1) I’ve run a software consultancy since 17. I’m 20 now.
2) My first business, I started at 13. I've coded since 12.
3) No university. Learnt everything through experience.
I coach a small number of people 1-1 on the side for their own agencies. It’s fun, and I like to help. Not my main income, not trying to sell you, just letting people know.
Highly appreciated your reasoning, and fully agree with it. Actually, I currently try to implement a hybrid model by offering customizations to my SaaS, as just a few agency-customers could allow my to refine and sustain the standard SaaS solution.
The reason why people are lonely is because networking replaced friendships. If you treat people as means, they will do the same to you, leading to mutual frustration and resentment. Has everyone forgotten that they are humans?
Very useful video! Helped me to order all my thoughts about starting my own biz. Yes, I think this idea about to find an investor and to build a product that will change the world is comparable with to become a rock start. Possible, but with very small probability. Make an agency looks much more reliable. More profitable to be a shovels' supplier than try to dig some gold by your self. And less stressful!
hey I have been watching your vids for some time now and love the content. are you by any chance looking to hire new people? I am a pretty experienced software developer and would love to try working with you and your team, even if it is outside of software development.
So true. Hormozi had a good quote saying Work = leverage x reps. Or how Tim Ferris puts it as focussing on efficacy rather than efficiency. Just doing 1hr per day on the right thing can truly make dreams come true.
Thx yt algo - I came to many of the same conclusions over the years too. So glad to hear your perspective. Enjoy the process and people you’re with :-)

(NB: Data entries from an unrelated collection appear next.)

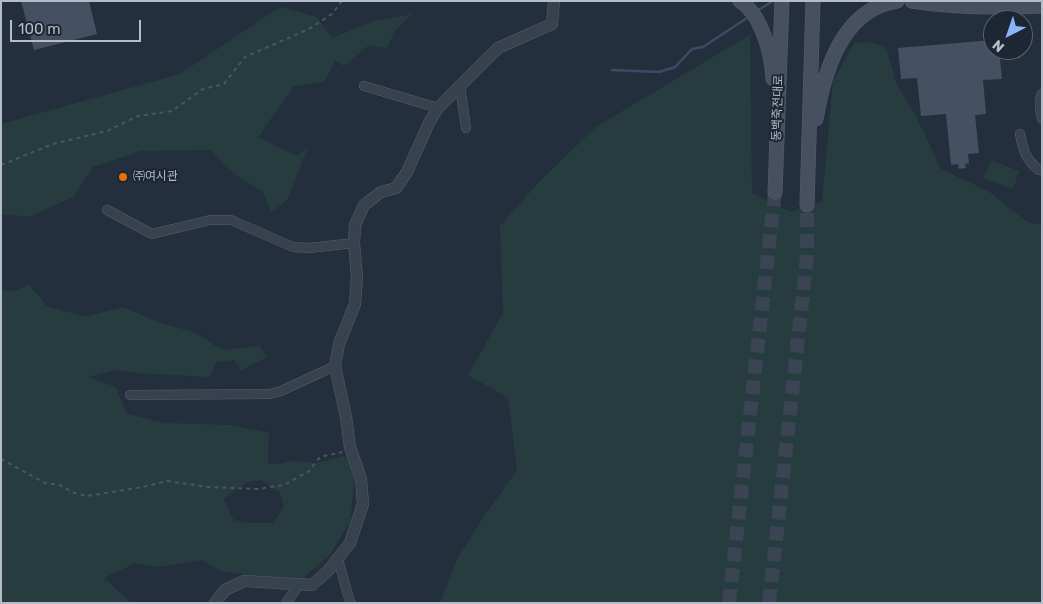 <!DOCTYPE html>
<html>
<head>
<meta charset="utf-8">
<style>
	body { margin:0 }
	#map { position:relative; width:1043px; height:604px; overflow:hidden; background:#242f3e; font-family:Rubik,sans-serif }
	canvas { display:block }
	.frame { position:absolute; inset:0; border:2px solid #b4bcc9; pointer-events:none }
	.north { position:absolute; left:983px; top:10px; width:50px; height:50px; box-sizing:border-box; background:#1d2633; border:1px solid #59626f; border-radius:50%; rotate:221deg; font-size:14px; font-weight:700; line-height:20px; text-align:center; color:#b4bcc9 }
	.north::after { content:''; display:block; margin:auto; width:18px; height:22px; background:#8ab4f8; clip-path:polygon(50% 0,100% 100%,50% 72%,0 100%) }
	.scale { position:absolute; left:10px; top:20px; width:131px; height:22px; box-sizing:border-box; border:2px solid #b4bcc9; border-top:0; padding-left:6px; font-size:15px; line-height:18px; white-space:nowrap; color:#b4bcc9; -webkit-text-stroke:4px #1d2633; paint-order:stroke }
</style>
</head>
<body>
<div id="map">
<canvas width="1043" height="604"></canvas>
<div class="frame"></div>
<div class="north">N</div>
<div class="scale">100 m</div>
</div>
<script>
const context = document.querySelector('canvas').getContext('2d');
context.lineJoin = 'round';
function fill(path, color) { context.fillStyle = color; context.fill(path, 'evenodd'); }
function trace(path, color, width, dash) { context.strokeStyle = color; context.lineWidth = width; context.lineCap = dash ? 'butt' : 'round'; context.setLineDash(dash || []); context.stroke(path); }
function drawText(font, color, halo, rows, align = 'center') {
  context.font = font + ' Rubik,"Noto Sans KR",sans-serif'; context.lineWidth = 4; context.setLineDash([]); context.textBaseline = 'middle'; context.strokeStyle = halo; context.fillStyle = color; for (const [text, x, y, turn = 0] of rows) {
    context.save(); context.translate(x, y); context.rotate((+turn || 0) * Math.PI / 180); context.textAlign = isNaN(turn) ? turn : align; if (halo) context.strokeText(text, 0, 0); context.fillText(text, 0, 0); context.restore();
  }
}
fill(new Path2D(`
	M280,7L317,17L332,38L372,22L412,14L394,32L387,48L369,45L344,66L335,61L324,82L294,86L258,137L297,156L308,147L287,200L271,213L263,192L236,175L210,150L141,151L93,167L73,197L31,216L1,215V124L180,74Z
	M750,35L752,193L790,212L822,202L833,81L854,43L870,42L886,47L896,83L917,118L941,169L988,191L1028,222L1042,225V603H440L457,559L485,515L517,470L508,398L468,375L503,313L500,226L539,182L597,126Z
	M991,160L1019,171L1013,189L984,178Z
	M29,285L47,306L85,317L123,307L160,323L194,332L222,350L260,346L267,357L241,370L234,360L216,362L210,377L136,373L115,370L88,377L116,387L127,414L165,423L231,425L269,433L268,464H280L291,461L316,463L345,456L351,461L355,476L350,522L330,555L300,580L279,579L220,571L203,560L158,567L135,563L104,578L131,603H1V289L11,292ZM261,480L280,493L284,507L273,523H248L234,520L223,499L248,482Z`), '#263c3f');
trace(new Path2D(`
	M757,11L773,1
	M612,70L659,72L675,67L692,49L703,47L750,16`), '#394c67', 2.5);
fill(new Path2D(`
	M21,1H89L97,34L34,50Z
	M993,40V50H999L1002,79L983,80L986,114L975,115L979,153L968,154L969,163L965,164L966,168L959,169L958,164L951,165L946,114L921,116L917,78L901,79L898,48Z`), '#455162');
trace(new Path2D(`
	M729,603L775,192
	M769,603L807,257V205`), '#3a4453', 14, [14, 7]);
const minor = new Path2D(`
	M364,86L438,108
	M460,86L466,128
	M1042,94C1038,101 1040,111 1042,119
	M1020,134C1023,150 1026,160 1039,170L1042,169
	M107,210L152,234L210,220H231L293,247L309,248L354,243
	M130,395L270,394L281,391L335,366
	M338,559L350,602L351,603
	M286,603L299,585`);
const tertiary = new Path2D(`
	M215,603L225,590L244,581L312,585L327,572L350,543L363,504L361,479L350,447L346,417L335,366L339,344L355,304L357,278L354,243L355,225L364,205L381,192L396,188L407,172L429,123L438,108L498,48L552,24L554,1`);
const secondary = new Path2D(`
	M740,1C762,15 772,55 773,79
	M912,1C955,8 998,8 1042,6
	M816,119C824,72 842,9 897,1
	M775,192L782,1
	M807,205L813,1`);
trace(minor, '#565f6c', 10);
trace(tertiary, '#565f6c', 12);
trace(secondary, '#565f6c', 15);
trace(new Path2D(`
	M1,165L53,144L107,131L138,116L172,111L203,89L224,84L245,57L309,29L332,14L342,1
	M1,459L45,483L60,485L74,493L87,496L143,487L167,481L208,487L257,489L284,485L309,471L320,457L342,452`), '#44595c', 2, [4, 4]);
trace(minor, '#38414e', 9);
trace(tertiary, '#38414e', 11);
trace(secondary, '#465061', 14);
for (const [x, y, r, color] of [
	[123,177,5,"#e8710a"]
]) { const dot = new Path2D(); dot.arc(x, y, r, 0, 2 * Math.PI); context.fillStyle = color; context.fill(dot); trace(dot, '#1d2633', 2); }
drawText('12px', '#b4bcc9', '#1d2633', [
	["동백죽전대로",778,108,-88]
]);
drawText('12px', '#b4bcc9', '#1d2633', [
	["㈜여시관",133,177]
], 'left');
</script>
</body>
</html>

I used to do to-do lists, but it is not a perfect solution overall. Currently, I try to concentrate on the most important things, having just 1 or 2 tasks, not more. It is easy to go into management mode where you need to spend so much time on management.
Well said! I have also tried building an agency, SaaS, and a website / platform. Additionally I have freelanced for many years. - No success with SaaS (so far) - Agency is generating recurring revenue (not even 1% of my salary as SWE 😂) - Freelancing never paid nearly as much as having a regular job in my experience. But I always took projects that were interesting to me and undercharged. - My website / platform generated a decent amount of money but was so much recurring work (marketing, support, accounting, engineering, and everything else you can imagine) that I had to intentionally slow down growth to preserve my mental health. For anyone that just wants to code, get a SWE job. You'll sleep a lot better 😅 (and have a decent paycheck).
Also, I think timing also matters. They were amongst the first to unlock the gem. Now that it’s the in thing to do, that means everyone rushes into it and then the space gets really saturated. Even after that, the developer has to be really good at marketing and that right there is the hard part of indie hacking, marketing.
Got great things, I mean I got better vocabularies basically lol. Thank you so much! I got huge question at the company I’m currently working at like we should providing SaaS not solutions. However still tons of people not like the ladder but they want apple directly from tree to their stomach. But you got me there: Product - solution - service. Tbh I feel sick that providing “service”, it is like doing it is almost a wage job at an AI world😅. Maybe a pure ideal “product” is not possible, but shifting service to universal solutions what close to a product that I can put little effort to maintain it definitely would be correct way isn’t it?
I'm a final year student at uni with a keen interest in starting my own software agency. From your videos, I've gathered that freelancing is a good place to start. However, I only have less than a year of experience from internships. Do you recommend getting more years of experience under my belt before doubling down on freelancing?
Really like your content, I'm also doing an software startup with a partner, the app basically is like the idea of sharing your luggage space with the customer who wants to buy some stuff in the country where you travelled. And the app is about 90% completed and got tested by about 10 to 20 people. The business stuff is really the tough one, which for me I'm a self-taught software engineer who can do not only mobile, web, or backend stuff all by myself, but got no idea how should the app should get advertised.
As a startup founder, 14 months deep, I am in awe how you know this much, because it took me so much learning building a startup to know this. Well articulated.
The only thing i disagree with is the part about your boss paying you more if they need you. I think that shows your lack of experience in big corporations. They don't give a shit, because the company is too big, it runs on it's own even if a couple of golden cogs get replaced by rusty copper ones. My Manager was one of the most loved people in the entire international company, worked his way up for 15 years, and when he moved homes to a different country, a tropical one to be specific ( because that's relevant later ), because it was his dream, they fired him instead of simply adjusting the country of residence on his contract. and the CEO said something like " Do you think we pay you so you can be on vacation? ".... like holy shit that has to be the most retarded shit i've ever heard. Just to be clear, the location of his home is not relevant for work reason, our company has been fully remote for many many years. we don't even have offices in most countries.